The Slide Priest

Seattle's obscure jazz giant steps into the spotlight.

JULIAN PRIESTER QUARTET

PONCHO Concert Hall, Cornish College of the Arts

710 E. Roy, 325-6500

$12/$6 students

8 p.m. Sat., Sept. 21

Seattle is home to a handful of jazz elders whose roots go deep in the music’s history. But one man holds a unique place in town: His participation in the music’s many movements is so broad and varied and so consistently at the highest levels that he can rightly be considered the dean of the academy, the city’s strongest connection to everything jazz was and is becoming.

Trombonist Julian Priester, a longtime Cornish instructor, has always made it a point to cover the farthest outposts of the music. He got his start in the early ’50s playing with then-obscure bluesmen like Bo Diddley and Muddy Waters in Chicago.
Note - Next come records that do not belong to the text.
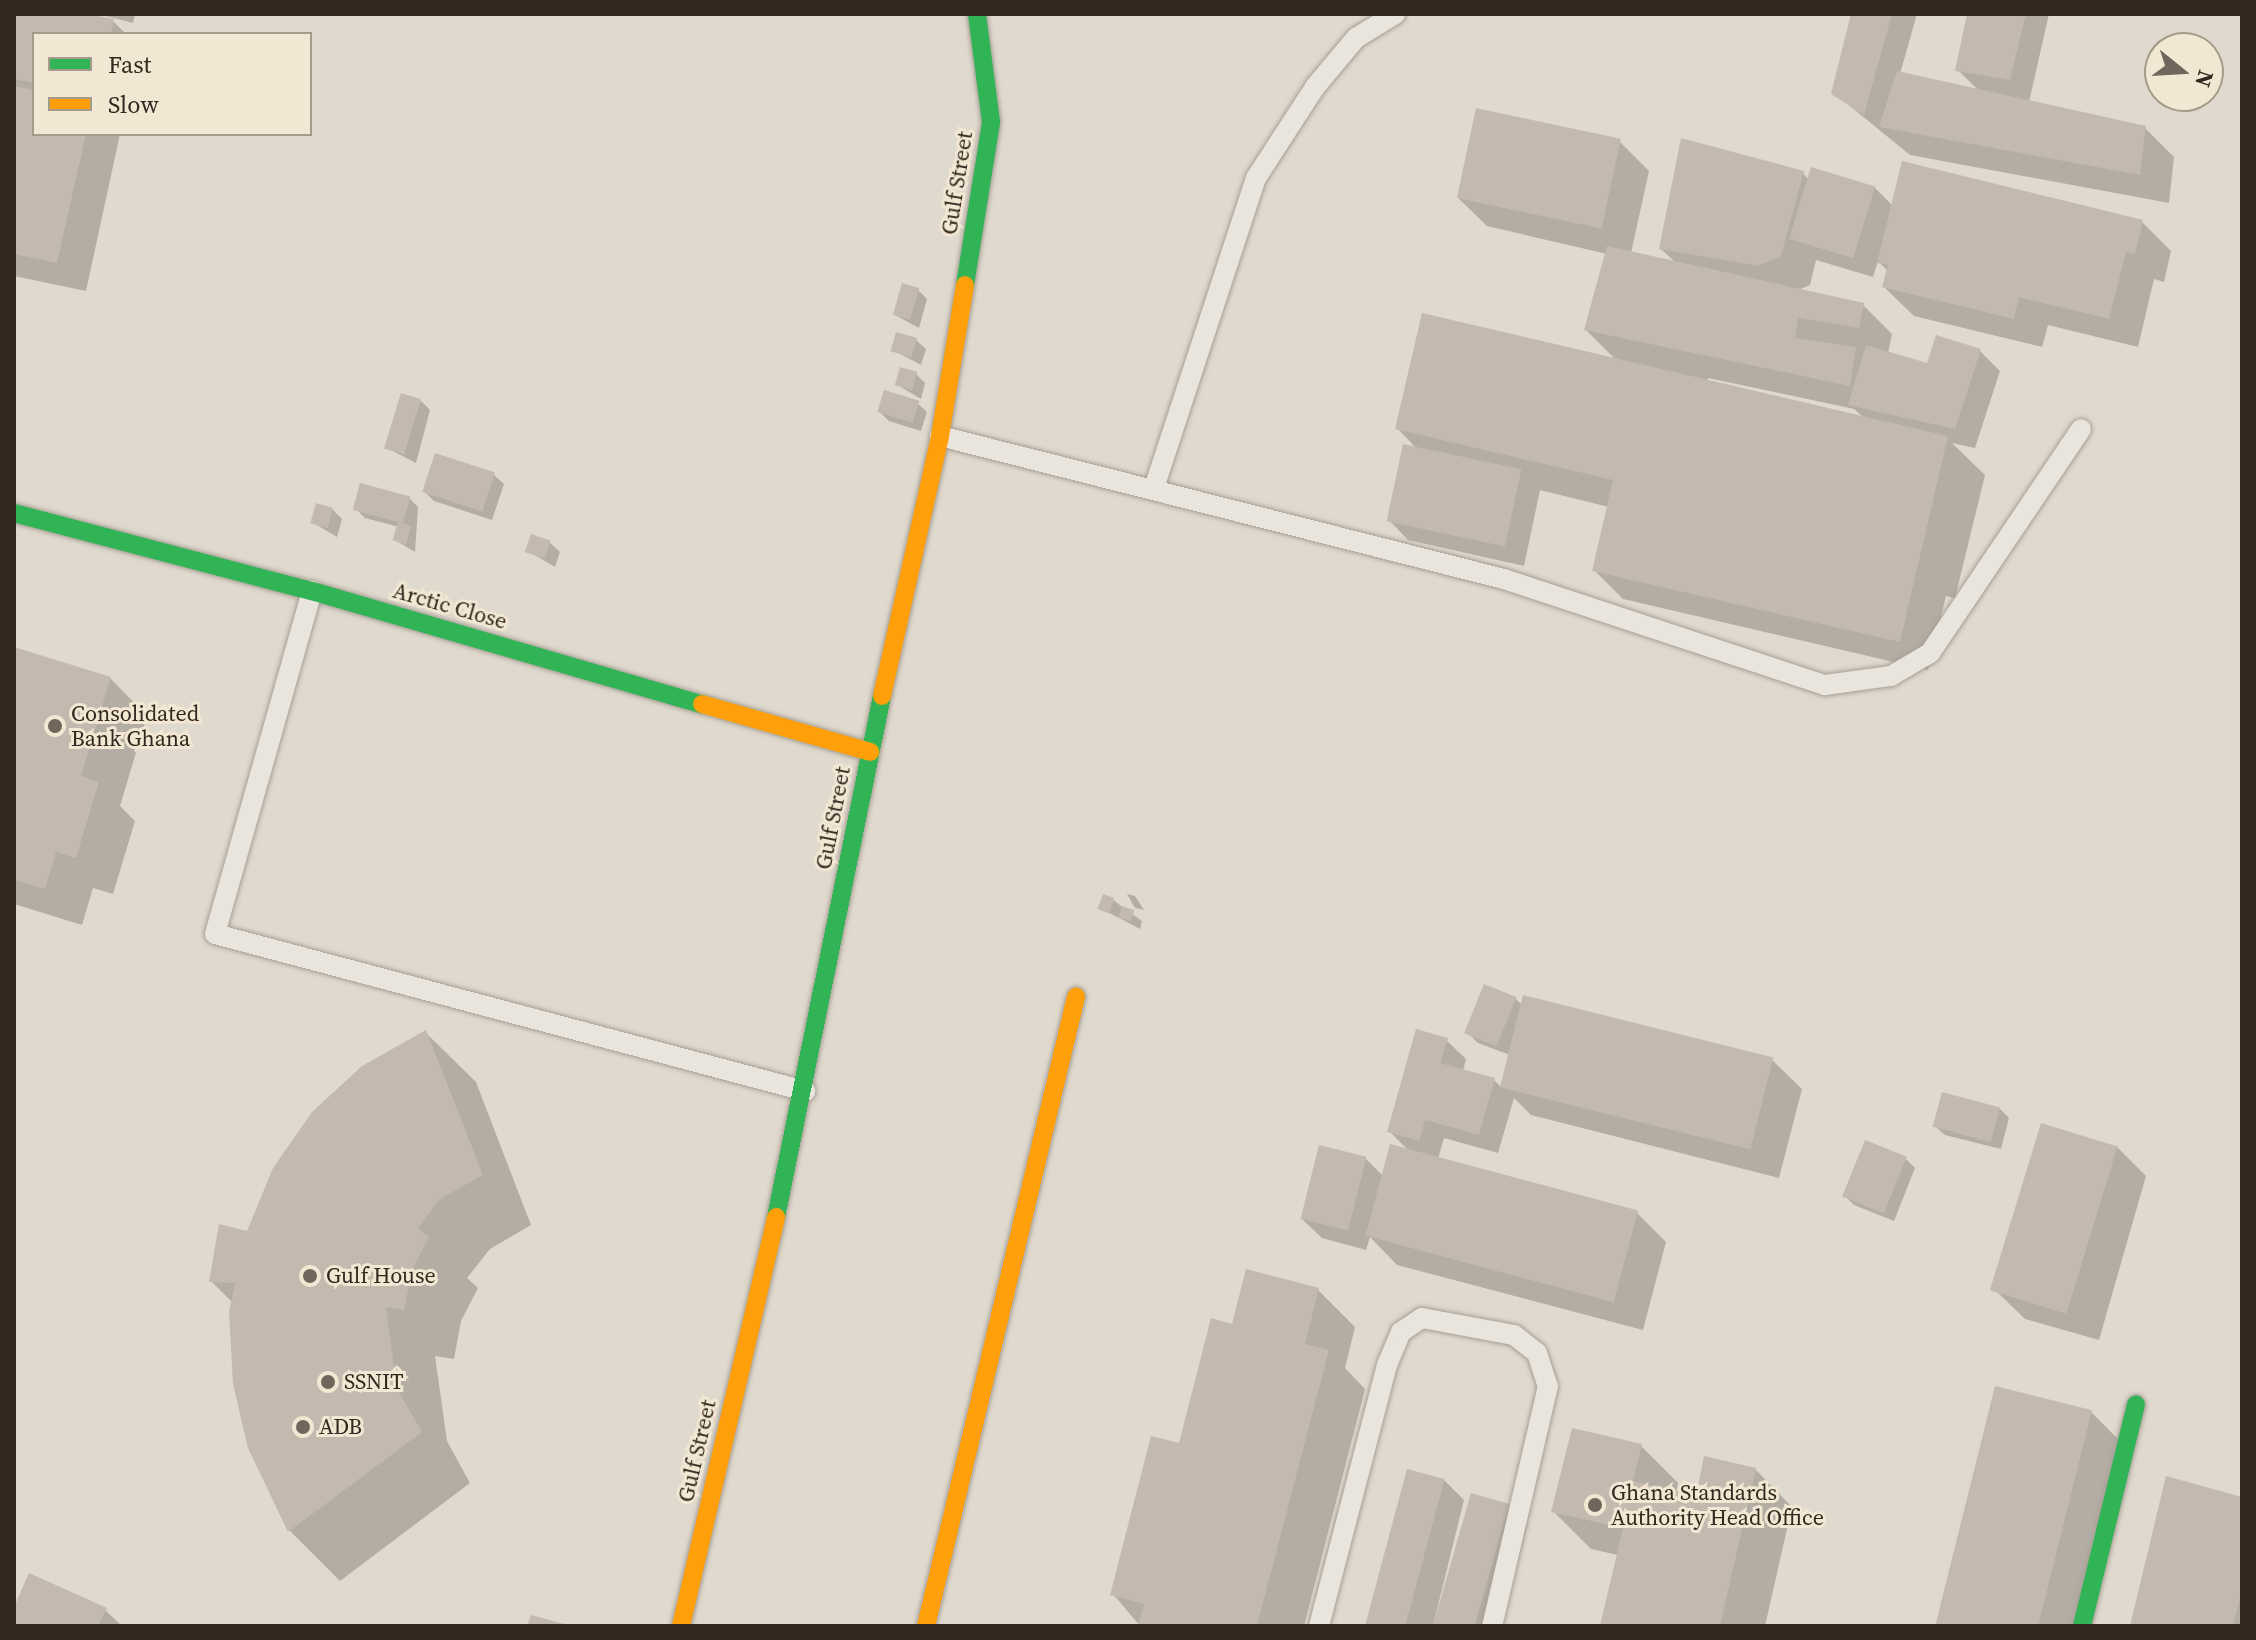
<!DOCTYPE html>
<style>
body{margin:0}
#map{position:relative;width:2256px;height:1640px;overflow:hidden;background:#e0d9cd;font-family:"Source Serif 4",serif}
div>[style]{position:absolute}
.shadow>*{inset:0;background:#0003}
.building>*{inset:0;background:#c3b9ae;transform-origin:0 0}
.roads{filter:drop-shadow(0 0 2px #a59f96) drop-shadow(0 0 2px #a59f96)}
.lane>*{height:20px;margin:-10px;padding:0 10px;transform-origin:10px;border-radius:10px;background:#e9e5dd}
.fast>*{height:18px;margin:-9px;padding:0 9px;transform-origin:9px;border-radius:9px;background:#30b455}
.slow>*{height:18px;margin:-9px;padding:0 9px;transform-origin:9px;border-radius:9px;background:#ff9f0a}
.dots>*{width:22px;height:22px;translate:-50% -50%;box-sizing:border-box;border:4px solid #f1e7d3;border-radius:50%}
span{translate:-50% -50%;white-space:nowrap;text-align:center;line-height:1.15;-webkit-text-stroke:6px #f1e7d3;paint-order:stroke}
.street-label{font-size:22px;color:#33281f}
.poi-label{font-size:22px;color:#33281f}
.left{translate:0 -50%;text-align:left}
.frame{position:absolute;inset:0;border:16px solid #33281f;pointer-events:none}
.legend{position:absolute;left:32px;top:32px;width:280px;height:104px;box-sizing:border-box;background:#f1e7d3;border:2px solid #a59b8b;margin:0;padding:10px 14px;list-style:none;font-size:24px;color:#33281f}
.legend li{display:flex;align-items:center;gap:16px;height:40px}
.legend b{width:40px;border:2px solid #a59b8b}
.north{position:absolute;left:2144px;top:32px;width:80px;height:80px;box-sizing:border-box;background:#f1e7d3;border:2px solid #a59b8b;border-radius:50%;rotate:108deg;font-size:22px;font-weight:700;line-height:32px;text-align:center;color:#33281f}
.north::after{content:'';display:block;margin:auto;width:28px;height:36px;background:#70665c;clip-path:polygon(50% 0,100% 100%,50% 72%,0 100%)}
</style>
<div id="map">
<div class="shadow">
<i style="clip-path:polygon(14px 14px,111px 19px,126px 34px,34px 34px,34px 134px,120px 134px,86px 291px,14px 276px)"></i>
<i style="clip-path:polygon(98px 14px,135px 14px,133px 23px)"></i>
<i style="clip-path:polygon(1853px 14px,1917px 14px,1900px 74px,1979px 91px,1958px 70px,1970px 14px,2049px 14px,2029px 102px,2145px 128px,2174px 157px,2169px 203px,1910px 155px,1834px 93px)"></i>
<i style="clip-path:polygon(evenodd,1620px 142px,1649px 171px,1631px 253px,1676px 263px,1661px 249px,1803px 173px,1809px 180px,1874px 187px,1893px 206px,2142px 222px,2171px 251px,2164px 282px,2154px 279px,2138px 347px,2048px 325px,2042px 347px,1914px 316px,1884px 287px,1888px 271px,1878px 261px,1873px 277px,1816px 260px,1810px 285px,1798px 290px,1863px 305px,1892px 334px,1888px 353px,1928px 365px,1980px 351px,2000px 371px,1975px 448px,1952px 443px,1985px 475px,1955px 598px,1946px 596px,1928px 670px,1623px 599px,1594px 570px,1609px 507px,1540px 490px,1524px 566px,1408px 540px,1389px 520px,1417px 449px,1397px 428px,1617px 361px,1586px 330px,1607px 254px,1487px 226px,1457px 197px,1620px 142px,1708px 378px,1854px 409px,1864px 418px,1707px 382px,1708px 378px)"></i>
<i style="clip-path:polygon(918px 290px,927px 299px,919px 328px,895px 315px)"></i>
<i style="clip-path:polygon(916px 340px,926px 349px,921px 365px,893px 350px)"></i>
<i style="clip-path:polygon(916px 374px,925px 383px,921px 399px,896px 384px)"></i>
<i style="clip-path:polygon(420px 400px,430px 410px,416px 463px,389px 449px)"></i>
<i style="clip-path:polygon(917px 403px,927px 412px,921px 431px,889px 421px,879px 411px)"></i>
<i style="clip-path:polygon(494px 475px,504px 484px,492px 520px,434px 501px,424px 491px)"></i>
<i style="clip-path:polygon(409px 498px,418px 507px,415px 552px,395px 540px,399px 527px,365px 518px,356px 509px)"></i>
<i style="clip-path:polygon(332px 509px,342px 519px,337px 537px,312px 522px)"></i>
<i style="clip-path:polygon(550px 543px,560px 552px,555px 567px,528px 551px)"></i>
<i style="clip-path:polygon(14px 649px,110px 678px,147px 716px,120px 806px,135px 821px,113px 894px,93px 888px,82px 925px,14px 904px)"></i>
<i style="clip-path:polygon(1127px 894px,1135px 896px,1144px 910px,1135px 908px)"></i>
<i style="clip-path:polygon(1113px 900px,1142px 921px,1140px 929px,1100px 908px)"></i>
<i style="clip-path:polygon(1515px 998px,1523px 1006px,1772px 1060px,1802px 1089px,1779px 1178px,1531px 1115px,1514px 1098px,1498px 1153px,1444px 1138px,1438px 1159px,1637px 1213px,1666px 1242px,1643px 1330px,1397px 1265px,1370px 1237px,1366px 1250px,1322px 1238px,1302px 1219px,1366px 1159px,1384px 1177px,1409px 1151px,1389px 1131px,1446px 1040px,1466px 1059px,1463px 1071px,1494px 1080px,1502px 1088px,1510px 1055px,1478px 1043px,1468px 1033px)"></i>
<i style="clip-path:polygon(426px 1033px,476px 1082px,531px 1225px,490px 1249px,467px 1278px,478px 1288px,461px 1321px,454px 1359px,435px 1356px,447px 1441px,470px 1483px,340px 1581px,290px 1531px,250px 1448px,233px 1303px,211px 1281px)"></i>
<i style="clip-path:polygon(1999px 1108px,2009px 1118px,2001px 1149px,1945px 1135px,1935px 1126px)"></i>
<i style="clip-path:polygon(2117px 1147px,2146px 1176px,2099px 1340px,2025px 1319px,1995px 1290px)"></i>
<i style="clip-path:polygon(1906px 1159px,1915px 1168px,1894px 1221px,1854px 1205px,1845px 1196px)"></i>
<i style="clip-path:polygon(1318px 1290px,1355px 1327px,1345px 1368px,1365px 1389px,1304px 1626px,1140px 1626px,1113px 1594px,1233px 1326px)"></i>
<i style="clip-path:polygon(2091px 1412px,2120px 1441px,2075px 1626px,1938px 1626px)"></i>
<i style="clip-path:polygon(1641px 1446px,1678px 1483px,1676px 1494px,1697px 1499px,1755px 1469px,1792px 1507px,1765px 1626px,1602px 1626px,1618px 1555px,1591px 1549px,1554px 1512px)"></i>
<i style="clip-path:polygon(1444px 1480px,1464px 1500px,1433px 1626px,1370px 1626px)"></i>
<i style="clip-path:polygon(2242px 1499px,2242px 1626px,2132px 1626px)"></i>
<i style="clip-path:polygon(1508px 1506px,1527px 1525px,1501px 1626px,1438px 1626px)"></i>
<i style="clip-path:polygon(105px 1610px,122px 1626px,14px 1626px,14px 1611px)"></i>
</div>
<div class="building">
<i style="clip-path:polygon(14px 14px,86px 14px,114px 19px,111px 34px,34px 34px,34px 83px,14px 79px)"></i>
<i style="clip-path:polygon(1851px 14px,1892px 14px,1864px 115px,1831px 94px)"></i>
<i style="clip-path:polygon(1967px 14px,2026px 14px,2010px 80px,1955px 71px)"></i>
<i style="clip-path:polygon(1897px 71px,2146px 126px,2140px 175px,1879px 127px)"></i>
<i style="clip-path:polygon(14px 86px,34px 90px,34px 134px,86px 134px,57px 263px,14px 254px)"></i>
<i style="left:1476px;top:108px;width:148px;height:92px;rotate:12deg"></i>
<i style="clip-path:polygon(1681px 138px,1804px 171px,1781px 256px,1758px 266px,1659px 249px)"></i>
<i style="clip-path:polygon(1902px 161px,2143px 220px,2135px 254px,2126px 252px,2109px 319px,2019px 297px,2014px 319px,1882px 287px,1888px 265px,1877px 263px)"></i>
<i style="left:1811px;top:167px;width:67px;height:75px;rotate:17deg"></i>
<i style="clip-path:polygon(1607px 246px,1864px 303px,1859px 328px,1798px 318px,1795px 338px,1856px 347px,1850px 386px,1584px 330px)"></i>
<i style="left:902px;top:283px;width:18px;height:33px;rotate:16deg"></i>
<i style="clip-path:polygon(1422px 313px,1948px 436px,1900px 642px,1592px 571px,1613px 480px,1395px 429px)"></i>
<i style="left:896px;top:332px;width:22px;height:20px;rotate:16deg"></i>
<i style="clip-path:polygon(1936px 335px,1981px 349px,1955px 429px,1848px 405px,1866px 345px,1927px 363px)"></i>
<i style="left:900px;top:367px;width:18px;height:19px;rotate:16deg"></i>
<i style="left:884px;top:390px;width:37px;height:23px;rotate:17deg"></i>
<i style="left:401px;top:393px;width:21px;height:58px;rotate:17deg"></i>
<i style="left:1403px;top:444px;width:121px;height:79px;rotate:12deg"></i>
<i style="left:435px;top:453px;width:63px;height:41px;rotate:18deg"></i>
<i style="left:360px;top:483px;width:52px;height:28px;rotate:15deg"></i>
<i style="left:316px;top:503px;width:18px;height:21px;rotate:16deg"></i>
<i style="left:398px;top:522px;width:14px;height:19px;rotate:17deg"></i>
<i style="left:531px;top:534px;width:21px;height:19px;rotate:19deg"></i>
<i style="clip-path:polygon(14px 647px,111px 677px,81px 776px,99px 782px,76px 858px,56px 852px,45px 889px,14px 880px)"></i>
<i style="left:1103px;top:894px;width:12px;height:16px;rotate:20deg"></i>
<i style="left:1122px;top:906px;width:13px;height:12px;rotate:18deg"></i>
<i style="left:1484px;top:984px;width:35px;height:53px;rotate:22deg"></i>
<i style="left:1523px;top:995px;width:258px;height:95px;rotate:14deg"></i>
<i style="clip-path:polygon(1416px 1029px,1448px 1038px,1440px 1063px,1495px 1078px,1479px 1135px,1425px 1120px,1419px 1141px,1387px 1132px)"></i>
<i style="clip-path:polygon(426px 1030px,483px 1175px,440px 1199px,418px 1228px,429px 1237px,412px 1270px,404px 1310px,386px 1307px,397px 1389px,422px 1432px,288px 1532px,248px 1448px,233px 1384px,229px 1312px,235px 1283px,209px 1282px,219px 1224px,247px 1231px,273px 1168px,312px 1112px,362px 1066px)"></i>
<i style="left:1942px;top:1092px;width:60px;height:36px;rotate:15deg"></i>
<i style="left:2041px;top:1123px;width:80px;height:175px;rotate:17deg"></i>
<i style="left:1865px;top:1140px;width:45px;height:61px;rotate:22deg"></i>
<i style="left:1390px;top:1144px;width:257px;height:95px;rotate:15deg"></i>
<i style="left:1319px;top:1145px;width:49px;height:76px;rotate:14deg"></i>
<i style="clip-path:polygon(1246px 1269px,1319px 1288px,1305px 1344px,1329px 1350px,1257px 1626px,1138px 1626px,1144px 1604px,1110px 1595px,1151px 1436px,1179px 1443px,1211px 1318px,1232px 1324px)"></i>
<i style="left:1995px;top:1386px;width:100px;height:247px;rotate:14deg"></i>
<i style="clip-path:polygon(1572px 1428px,1642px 1444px,1633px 1481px,1696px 1496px,1704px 1456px,1756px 1468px,1720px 1626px,1600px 1626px,1623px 1528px,1551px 1512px)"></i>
<i style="left:1407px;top:1469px;width:39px;height:162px;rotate:15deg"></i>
<i style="clip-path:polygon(2166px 1476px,2242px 1497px,2242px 1590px,2233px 1626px,2130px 1626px)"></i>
<i style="left:1471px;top:1493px;width:40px;height:138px;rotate:16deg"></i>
<i style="clip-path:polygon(29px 1573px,107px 1608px,98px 1626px,14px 1626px,14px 1607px)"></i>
<i style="clip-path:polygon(531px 1615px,568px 1625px,568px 1626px,527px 1626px)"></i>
</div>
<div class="roads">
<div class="lane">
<i style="left:940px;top:436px;width:582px;rotate:14.23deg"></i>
<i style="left:1504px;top:579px;width:338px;rotate:18.3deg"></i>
<i style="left:1825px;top:685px;width:67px;rotate:-7.8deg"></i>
<i style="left:1891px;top:676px;width:45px;rotate:-30.5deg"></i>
<i style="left:1930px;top:653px;width:270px;rotate:-56deg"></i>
<i style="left:1154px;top:488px;width:326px;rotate:-71.8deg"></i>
<i style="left:1256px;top:178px;width:108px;rotate:-57deg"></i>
<i style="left:1315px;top:87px;width:64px;rotate:-50.1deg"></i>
<i style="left:1356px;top:38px;width:46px;rotate:-31.6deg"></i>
<i style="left:312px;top:591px;width:356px;rotate:105.8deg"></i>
<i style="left:215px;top:934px;width:611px;rotate:14.9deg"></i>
<i style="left:1319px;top:1626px;width:270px;rotate:-75.4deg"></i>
<i style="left:1387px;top:1365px;width:36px;rotate:-67deg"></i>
<i style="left:1401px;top:1332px;width:25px;rotate:-34deg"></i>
<i style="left:1422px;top:1318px;width:94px;rotate:10.5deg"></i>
<i style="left:1514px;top:1335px;width:29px;rotate:38deg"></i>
<i style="left:1537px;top:1353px;width:35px;rotate:72deg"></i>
<i style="left:1548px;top:1386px;width:246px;rotate:103.1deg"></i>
</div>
<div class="fast">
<i style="left:965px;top:285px;width:165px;rotate:-80.9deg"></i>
<i style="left:991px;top:122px;width:109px;rotate:-97.4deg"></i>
<i style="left:14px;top:513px;width:308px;rotate:14.7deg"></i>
<i style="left:312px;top:591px;width:406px;rotate:16.2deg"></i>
<i style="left:776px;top:1217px;width:532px;rotate:-78.5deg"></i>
<i style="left:2082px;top:1626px;width:228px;rotate:-76.3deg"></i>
</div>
<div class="slow">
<i style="left:882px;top:696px;width:266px;rotate:-77.4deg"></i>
<i style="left:940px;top:436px;width:153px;rotate:-80.6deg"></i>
<i style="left:702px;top:704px;width:175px;rotate:15.9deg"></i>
<i style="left:681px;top:1626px;width:420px;rotate:-76.9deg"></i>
<i style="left:926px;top:1626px;width:647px;rotate:-76.59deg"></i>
</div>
</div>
<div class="dots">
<i style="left:55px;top:726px;background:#70665c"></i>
<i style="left:310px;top:1276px;background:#70665c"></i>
<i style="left:328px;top:1382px;background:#70665c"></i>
<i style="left:303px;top:1427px;background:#70665c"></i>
<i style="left:1595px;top:1505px;background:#70665c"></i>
</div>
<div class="street-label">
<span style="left:957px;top:183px;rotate:-81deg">Gulf Street</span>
<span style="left:450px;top:606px;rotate:16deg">Arctic Close</span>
<span style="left:833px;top:818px;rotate:-79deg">Gulf Street</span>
<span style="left:697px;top:1451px;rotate:-77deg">Gulf Street</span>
</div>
<div class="poi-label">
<span class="left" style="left:71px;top:726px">Consolidated<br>Bank Ghana</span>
<span class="left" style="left:326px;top:1276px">Gulf House</span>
<span class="left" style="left:344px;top:1382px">SSNIT</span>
<span class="left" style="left:319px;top:1427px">ADB</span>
<span class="left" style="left:1611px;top:1505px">Ghana Standards<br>Authority Head Office</span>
</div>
<div class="frame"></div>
<ul class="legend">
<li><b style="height:10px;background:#30b455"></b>Fast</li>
<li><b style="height:10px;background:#ff9f0a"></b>Slow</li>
</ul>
<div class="north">N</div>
</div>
From there, he joined Sun Ra. “I was prepared to respond to all the different styles of jazz,” says Priester, seated at the piano bench in his studio. “And I have stayed in that mind-set all these years.”

Priester played and recorded with Ra’s Arkestra through the ’50s—and even rejoined the band for a time 30 years later, after the space-bound genius made a stop at the Rainbow. In between Arkestra stints, Priester performed and recorded with many other giant figures of jazz: Max (in his political period), Mingus, Herbie (in his electro-Swahili phase), Dolphy, and Duke. Priester played in “society” orchestras and Broadway pits; he was a Jazz Messenger; he backed up singers like Dinah Washington and played early Latin jazz with Cal Tjader; he’s on Trane’s famous Africa/Brass record and early ’90s ECM discs from Dave Holland; and he’s kept a free hand in the avant movement with outward-bound work alongside Sam Rivers and Reggie Workman, from the early ’60s through today.

If there’s a temptation to recount Priester’s career in terms of everyone he’s played with, that’s because he’s largely performed as a modest, if essential, sideman—a band member, a co- creator, but rarely out front. Not since the age of J.J. Johnson and Kai Winding— i.e., the ’50s, when Priester got his start— has anyone been especially interested in promoting the trombone as a starring instrument. (“What’s the definition of an optimist?” goes the current jazz joke. “A trombonist with a cell phone and a pager.”)

Priester’s brand new disc, In Deep End Dance (Conduit)—on a local label started by a Cornish grad—is only his fifth recording as a leader in more than five decades of playing. Here, too, Priester’s diversity of intent is notable. His last CD, Hints on Light and Shadow, with Sam Rivers, was a mostly duo record of sculpted free playing, with Tucker Martine providing electronic backgrounds. Now Priester has returned to an acoustic jazz quartet, playing music that’s open and swinging but with a circuitous, reflective ingenuity in its suitelike structure. Priester’s writing has the long view of jazz history, bringing everything together. And the work of 23-year-old pianist Dawn Clement, a fellow Cornish instructor, is just fantastic—a nonstop surge of unexpected ideas and intrigues.

Despite his soft-spoken, gentle demeanor and the generous spirit that marks a veteran teacher, Priester is very conscious of his place in jazz history and works to maintain a lofty image—something he says he learned from mentors like Max, Miles, and Monk. While he participates in a few local projects, such as Wayne Horvitz’s 4+1 Ensemble, you won’t find him sitting in at Tula’s, and he bristles at any description of himself as a “local” musician. “Once they call you that, they don’t value you anymore,” he says.

Priester has been even scarcer than usual in the last few years: Liver disease, a result of hepatitis C, caused him such severe cramping and fatigue that he had to take a medical leave in the late ’90s. Now, two and a half years after a successful transplant, Priester is feeling strong again and looking to becoming more visible. “I had to do something to let the community know—’Hey, I’m back,'” he says. It’s rare that the spotlight finds him; don’t miss a chance to see him there.